I'm working with ArrayMaker/hashtables for the first time. In the project I want to add gameobjects according to letters on it (cubes, like scrabble pieces), the letters are also used as the Reference of the hash table.

So I end up with 27 hash tables on one gameobject. Doesn't seem to be a problem, according to Jean in other posts. But the hash tables stop taking in data after something between 9 or 12 items. I use hash table add.

Does anyone know the problem or am I missing something obvious (as I tend to do ;)?

Thanks for any kind of help!


J.



Title: Re: HashTable ends at 10 items
Post by: jeanfabre on March 15, 2017, 08:25:31 AM
Hi,

 there is a paging system inside the inspector, you need to modify the "start Index" to navigate and "Max rows" to define how much you see in the inspector.

 Bye,

 Jean
Title: Re: HashTable ends at 10 items
Post by: 2501 on March 15, 2017, 09:30:57 AM
Hi Jean!

I know about the two options, but if this would be the cause, shouldn't I still be able to find the entry with the get-action?

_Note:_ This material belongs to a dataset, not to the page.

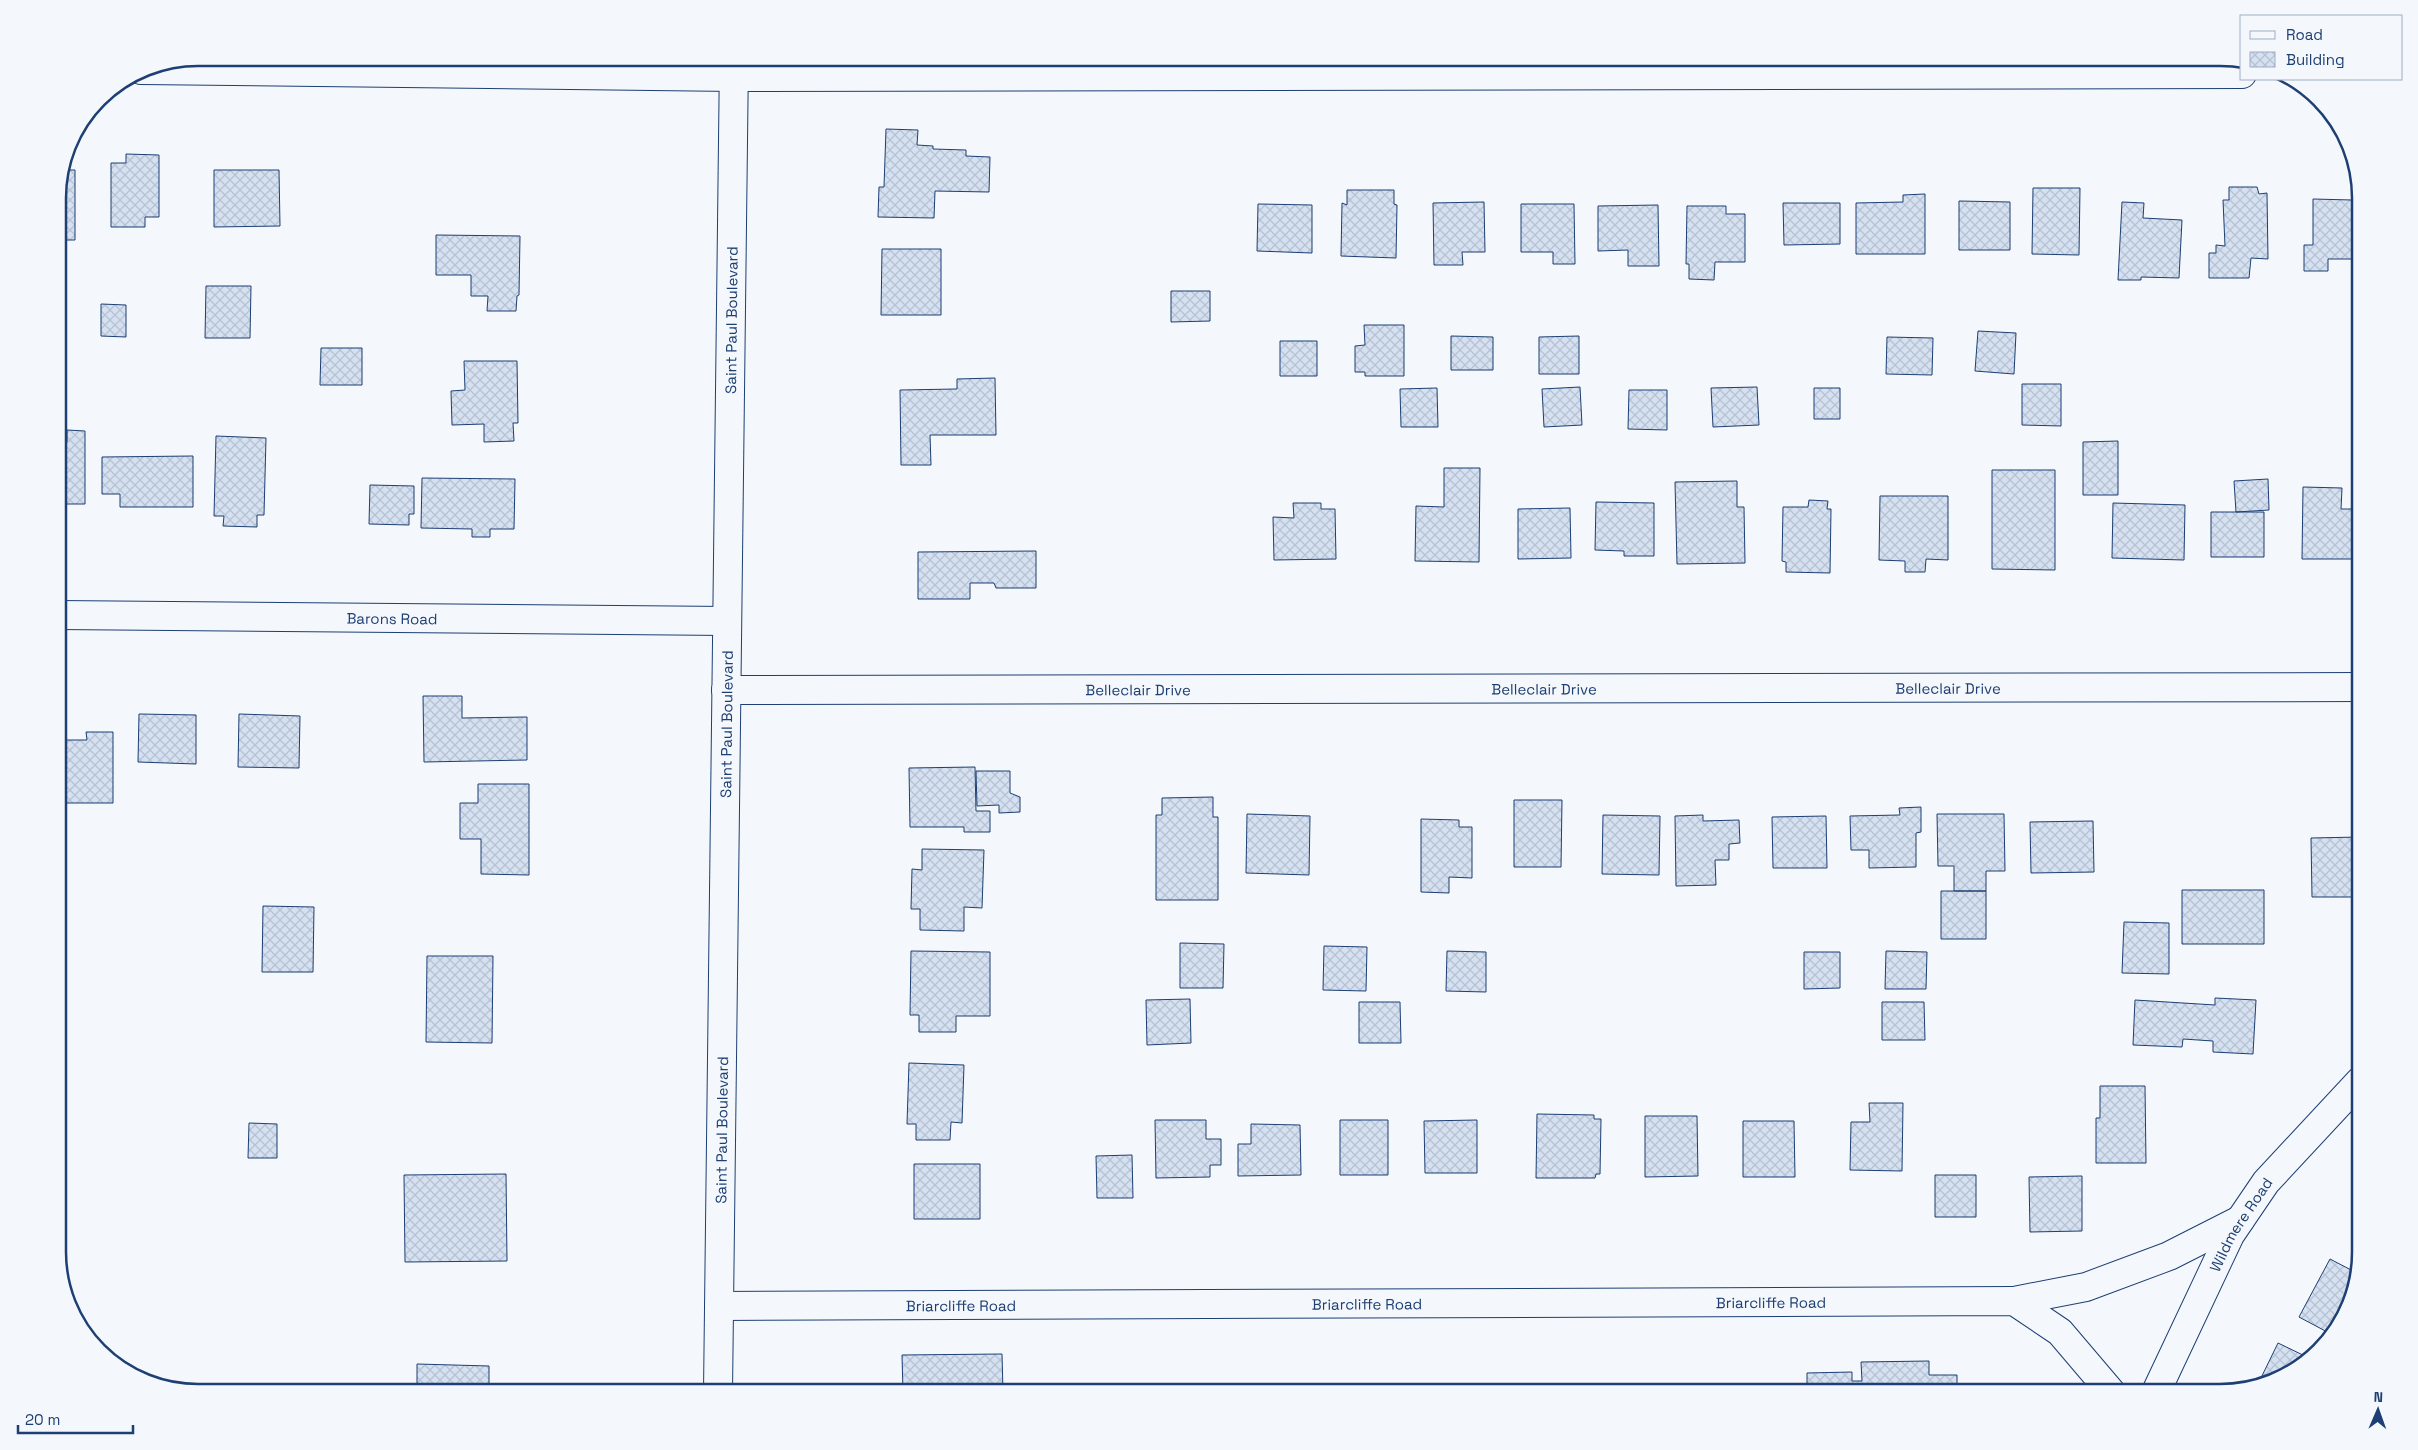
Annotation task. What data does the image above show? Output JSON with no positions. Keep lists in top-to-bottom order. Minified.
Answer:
{"streets":{"street":["Saint Paul Boulevard","Barons Road","Belleclair Drive","Wildmere Road","Briarcliffe Road"]},"crossings":[["Saint Paul Boulevard","Barons Road"],["Saint Paul Boulevard","Belleclair Drive"],["Saint Paul Boulevard","Briarcliffe Road"],["Wildmere Road","Briarcliffe Road"]],"legend":["Road","Building"],"scale_bar":"20 m","north":"top"}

I'll check as soon I can.

J.
Title: Re: HashTable ends at 10 items
Post by: terri on March 15, 2017, 09:33:18 AM
It does say the content = 9 though.
I'd guess the problem is that when you are adding the entries, you are at some point adding it on the same key, so its replacing the previous one.

If the keys are just sequential numbers you might want to use an array instead?
Title: Re: HashTable ends at 10 items
Post by: 2501 on March 15, 2017, 01:53:27 PM
Hi terri!

The keys aren't sequential, the screenshot ist misleading, sorry. Every cube uses its position to name itself, so that each one has a unique name. But there are still situations that lead to two cubes sharing a position (working on it), so maybe it's the problem or part of it, I'll do some testing. Thanks!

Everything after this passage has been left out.